Among the alternatives, the Heidelberg Retina Tomograph (HRT; Heidelberg Engineering, Heidelberg, Germany) utilizes scanning laser technology. The region to be examined is subjected to point-by-point scanning with a weak laser.
19 The confocal scanning algorithm generates a layered 3D image that allows the surface structure of the papilla to be mapped and visualized. However, because of the scan paradigm, this method takes more time to complete, motion artifacts can occur, and it is more expensive and unwieldy than fundus photography.
20 Moreover, the operator needs to perform manual image processing and be capable of drawing a precise contour line to define the optic disc margin. Registration errors can corrupt the data.
9
OCT is an imaging technique used to visualize the papilla and surrounding tissue that generates cross-sectional images of the region under examination
21–23 and thus facilitates 3D visualization of the optic disc, optic cup, and retinal layers.
23 It is also possible to use this method to measure the thickness of the RNFL. Point-by-point scanning is performed and data are generated by scanning algorithms. As described for the HRT, OCT is time consuming, and motion artifacts can occur.

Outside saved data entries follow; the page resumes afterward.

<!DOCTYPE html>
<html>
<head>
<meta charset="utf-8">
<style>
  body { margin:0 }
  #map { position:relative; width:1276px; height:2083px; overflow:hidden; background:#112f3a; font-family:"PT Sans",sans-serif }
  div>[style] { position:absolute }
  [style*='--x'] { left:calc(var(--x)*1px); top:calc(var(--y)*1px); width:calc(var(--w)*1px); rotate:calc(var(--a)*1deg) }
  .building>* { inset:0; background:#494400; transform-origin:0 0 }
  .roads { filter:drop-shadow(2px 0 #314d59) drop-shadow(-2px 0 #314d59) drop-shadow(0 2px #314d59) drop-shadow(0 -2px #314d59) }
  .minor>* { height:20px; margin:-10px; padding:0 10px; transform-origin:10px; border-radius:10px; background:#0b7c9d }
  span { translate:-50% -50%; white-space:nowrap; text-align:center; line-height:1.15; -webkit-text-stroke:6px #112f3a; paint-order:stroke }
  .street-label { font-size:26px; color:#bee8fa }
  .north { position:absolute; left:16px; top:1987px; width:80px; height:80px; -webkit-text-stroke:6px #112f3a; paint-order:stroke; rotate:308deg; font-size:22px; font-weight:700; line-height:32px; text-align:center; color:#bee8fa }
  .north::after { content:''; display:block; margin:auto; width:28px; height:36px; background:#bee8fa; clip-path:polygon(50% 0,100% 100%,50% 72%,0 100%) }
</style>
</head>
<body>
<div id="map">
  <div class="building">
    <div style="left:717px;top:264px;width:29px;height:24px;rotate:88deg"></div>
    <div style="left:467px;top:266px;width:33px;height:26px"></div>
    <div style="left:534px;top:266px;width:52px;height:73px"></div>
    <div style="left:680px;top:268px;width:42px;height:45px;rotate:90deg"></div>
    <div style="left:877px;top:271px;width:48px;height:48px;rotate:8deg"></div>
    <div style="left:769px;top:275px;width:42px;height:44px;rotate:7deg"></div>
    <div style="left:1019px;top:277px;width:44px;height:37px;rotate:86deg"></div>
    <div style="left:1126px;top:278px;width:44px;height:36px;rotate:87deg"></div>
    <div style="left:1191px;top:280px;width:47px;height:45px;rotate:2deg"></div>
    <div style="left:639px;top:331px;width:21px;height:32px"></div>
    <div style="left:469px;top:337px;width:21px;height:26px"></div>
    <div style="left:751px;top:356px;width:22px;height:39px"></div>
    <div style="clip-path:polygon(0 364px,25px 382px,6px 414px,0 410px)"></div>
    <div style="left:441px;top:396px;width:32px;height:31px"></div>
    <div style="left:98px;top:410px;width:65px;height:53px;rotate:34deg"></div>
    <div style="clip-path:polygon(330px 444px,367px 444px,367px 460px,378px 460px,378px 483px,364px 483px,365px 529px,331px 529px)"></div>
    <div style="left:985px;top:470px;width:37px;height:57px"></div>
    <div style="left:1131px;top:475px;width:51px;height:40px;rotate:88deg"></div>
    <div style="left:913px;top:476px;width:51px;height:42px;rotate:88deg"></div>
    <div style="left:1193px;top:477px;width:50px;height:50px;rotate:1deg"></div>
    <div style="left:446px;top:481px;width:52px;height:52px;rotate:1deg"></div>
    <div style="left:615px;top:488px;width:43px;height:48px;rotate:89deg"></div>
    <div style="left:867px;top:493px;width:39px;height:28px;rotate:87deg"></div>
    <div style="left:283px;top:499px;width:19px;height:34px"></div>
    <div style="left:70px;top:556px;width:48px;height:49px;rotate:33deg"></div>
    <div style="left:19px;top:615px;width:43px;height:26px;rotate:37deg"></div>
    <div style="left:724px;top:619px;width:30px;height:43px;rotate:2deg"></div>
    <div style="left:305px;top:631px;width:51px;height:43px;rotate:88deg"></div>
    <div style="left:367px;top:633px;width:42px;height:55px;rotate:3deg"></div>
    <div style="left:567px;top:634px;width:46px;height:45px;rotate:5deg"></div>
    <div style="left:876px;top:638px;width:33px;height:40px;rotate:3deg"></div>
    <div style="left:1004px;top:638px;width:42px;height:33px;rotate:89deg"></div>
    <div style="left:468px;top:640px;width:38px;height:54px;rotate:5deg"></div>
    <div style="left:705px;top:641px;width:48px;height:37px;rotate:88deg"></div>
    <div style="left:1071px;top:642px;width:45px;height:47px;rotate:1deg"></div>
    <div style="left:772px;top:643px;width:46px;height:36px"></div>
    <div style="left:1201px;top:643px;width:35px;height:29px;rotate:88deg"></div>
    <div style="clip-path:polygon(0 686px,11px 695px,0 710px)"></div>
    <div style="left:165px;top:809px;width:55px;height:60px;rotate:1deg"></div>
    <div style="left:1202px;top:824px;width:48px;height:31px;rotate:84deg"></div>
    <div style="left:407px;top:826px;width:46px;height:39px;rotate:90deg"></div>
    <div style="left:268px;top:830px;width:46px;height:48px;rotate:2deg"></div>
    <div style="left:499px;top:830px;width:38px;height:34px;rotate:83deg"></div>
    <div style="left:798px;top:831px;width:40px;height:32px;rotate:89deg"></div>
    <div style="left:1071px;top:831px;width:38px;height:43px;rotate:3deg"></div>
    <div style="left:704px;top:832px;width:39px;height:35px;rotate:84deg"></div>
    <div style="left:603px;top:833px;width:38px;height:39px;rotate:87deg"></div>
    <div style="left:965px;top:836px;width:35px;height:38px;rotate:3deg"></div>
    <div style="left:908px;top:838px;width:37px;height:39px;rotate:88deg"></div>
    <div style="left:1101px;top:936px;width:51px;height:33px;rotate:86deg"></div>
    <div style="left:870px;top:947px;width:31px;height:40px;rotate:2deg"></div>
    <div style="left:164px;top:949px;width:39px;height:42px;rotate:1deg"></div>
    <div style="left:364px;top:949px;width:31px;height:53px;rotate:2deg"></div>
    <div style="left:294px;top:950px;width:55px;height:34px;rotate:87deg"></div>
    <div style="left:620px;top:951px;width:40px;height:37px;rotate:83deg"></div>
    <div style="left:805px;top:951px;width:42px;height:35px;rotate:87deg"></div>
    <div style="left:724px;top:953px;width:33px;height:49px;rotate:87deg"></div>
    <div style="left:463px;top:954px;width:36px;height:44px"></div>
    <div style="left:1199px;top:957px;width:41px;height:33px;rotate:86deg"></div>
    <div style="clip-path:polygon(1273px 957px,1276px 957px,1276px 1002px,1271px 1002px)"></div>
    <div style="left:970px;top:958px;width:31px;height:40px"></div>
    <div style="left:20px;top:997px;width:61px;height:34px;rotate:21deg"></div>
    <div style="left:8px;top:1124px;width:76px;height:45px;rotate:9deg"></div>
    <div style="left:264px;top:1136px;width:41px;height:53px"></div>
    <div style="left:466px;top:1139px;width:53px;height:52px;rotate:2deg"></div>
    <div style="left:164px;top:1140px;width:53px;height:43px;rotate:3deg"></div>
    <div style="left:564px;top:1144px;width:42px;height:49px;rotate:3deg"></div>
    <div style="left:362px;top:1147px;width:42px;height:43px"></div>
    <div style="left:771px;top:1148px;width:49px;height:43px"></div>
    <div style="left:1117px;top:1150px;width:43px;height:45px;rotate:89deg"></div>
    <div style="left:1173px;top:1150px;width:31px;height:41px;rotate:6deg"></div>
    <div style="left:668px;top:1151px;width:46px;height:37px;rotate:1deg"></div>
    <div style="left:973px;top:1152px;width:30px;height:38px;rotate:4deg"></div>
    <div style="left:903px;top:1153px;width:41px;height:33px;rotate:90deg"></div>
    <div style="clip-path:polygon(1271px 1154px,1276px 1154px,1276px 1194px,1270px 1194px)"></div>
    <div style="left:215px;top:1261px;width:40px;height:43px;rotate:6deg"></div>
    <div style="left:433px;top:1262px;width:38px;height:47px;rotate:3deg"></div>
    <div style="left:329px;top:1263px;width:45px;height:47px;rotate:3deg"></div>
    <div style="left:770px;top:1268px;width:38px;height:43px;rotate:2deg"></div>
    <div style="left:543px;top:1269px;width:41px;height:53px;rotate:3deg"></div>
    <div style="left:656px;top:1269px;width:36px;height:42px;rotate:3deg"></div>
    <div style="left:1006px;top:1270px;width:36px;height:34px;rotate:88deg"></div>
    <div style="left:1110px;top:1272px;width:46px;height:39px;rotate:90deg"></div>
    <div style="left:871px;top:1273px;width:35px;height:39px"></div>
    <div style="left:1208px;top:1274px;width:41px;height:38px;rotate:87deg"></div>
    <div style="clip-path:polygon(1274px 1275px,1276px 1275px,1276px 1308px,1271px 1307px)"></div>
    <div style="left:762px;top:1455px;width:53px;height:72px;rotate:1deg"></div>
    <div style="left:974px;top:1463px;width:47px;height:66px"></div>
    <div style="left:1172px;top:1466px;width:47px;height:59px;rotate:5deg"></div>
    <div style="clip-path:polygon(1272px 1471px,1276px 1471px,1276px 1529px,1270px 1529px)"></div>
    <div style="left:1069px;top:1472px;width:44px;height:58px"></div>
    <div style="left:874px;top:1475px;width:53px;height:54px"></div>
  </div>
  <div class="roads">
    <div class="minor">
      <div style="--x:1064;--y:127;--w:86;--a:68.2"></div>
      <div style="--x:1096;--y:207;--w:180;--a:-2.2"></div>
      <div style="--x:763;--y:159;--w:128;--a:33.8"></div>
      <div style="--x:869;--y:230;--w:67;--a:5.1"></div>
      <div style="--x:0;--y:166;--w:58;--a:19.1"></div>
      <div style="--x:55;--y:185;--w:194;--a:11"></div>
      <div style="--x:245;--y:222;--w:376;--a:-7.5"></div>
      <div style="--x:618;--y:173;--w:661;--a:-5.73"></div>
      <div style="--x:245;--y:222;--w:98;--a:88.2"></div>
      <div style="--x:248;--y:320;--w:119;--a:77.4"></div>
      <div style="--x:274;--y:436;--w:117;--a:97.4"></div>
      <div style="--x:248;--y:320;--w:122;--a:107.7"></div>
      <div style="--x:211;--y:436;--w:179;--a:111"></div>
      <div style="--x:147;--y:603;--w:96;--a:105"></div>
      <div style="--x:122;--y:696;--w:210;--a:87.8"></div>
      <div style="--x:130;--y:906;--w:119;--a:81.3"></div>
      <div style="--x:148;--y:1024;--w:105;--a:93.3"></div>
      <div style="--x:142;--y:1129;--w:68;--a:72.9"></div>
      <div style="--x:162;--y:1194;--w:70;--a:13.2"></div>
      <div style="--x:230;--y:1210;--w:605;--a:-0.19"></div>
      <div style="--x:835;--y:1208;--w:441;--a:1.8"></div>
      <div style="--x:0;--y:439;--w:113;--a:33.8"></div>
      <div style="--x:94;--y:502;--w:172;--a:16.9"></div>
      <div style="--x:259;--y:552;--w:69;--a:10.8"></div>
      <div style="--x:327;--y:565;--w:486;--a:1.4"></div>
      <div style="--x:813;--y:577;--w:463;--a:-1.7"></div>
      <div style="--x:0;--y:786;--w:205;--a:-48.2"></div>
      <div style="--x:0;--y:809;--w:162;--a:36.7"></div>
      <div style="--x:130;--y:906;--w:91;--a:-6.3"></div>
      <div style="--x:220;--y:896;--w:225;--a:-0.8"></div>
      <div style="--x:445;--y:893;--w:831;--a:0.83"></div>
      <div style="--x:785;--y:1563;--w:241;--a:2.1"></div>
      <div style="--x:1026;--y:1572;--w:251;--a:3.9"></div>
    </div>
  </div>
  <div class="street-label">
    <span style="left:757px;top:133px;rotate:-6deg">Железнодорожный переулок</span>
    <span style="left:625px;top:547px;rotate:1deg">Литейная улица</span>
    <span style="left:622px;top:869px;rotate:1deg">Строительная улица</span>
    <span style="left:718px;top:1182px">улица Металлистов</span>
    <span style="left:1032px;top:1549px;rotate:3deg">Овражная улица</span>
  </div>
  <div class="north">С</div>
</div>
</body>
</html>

Additionally, OCT systems are the most expensive of all of the methods previously discussed.
20
In an effort to advance the state of the art in glaucoma diagnostics with none of the aforementioned limitations, a new method was developed that generates 3D images of the fundus with only one photographic shot via the use of a fundus camera in combination with light field (LF) technology.
24–27 Using this method, the entire LF is recorded with a microlens array that facilitates the reconstruction of depth information and provides a representation of the surface of the papilla.
28 A subsequent 3D analysis is also possible. A technical setup that could be used for papilla imaging was presented by Schramm et al.
24 In this publication, the authors documented a method for LF imaging of the ONH and showed that relevant depths could be quantified in units of virtual mm (v-mm). However, calibration is needed to compare these results with data from other imaging systems. Similarly, depth information can only be estimated from structures with a defined minimal degree of contrast, including the regions containing the blood vessels as well as the border and structures within the papilla.
24,25 As a result, the data are unevenly distributed. Additional artifacts are frequently overlaid on the data, including mis-estimated depths and frequencies.
24
Until now, no method is known to diagnose glaucoma based on information that could be obtained from an LF fundus camera. Here, we present an algorithm that uses LF data to calculate geometric parameters of the ONH based on surface features. To verify the accuracy and practical value of this algorithm, we performed a subject study in which we compared calculated papilla parameters generated by LF with data obtained from OCT. Methods used to convert units of v-mm to those used to generate OCT data are also presented.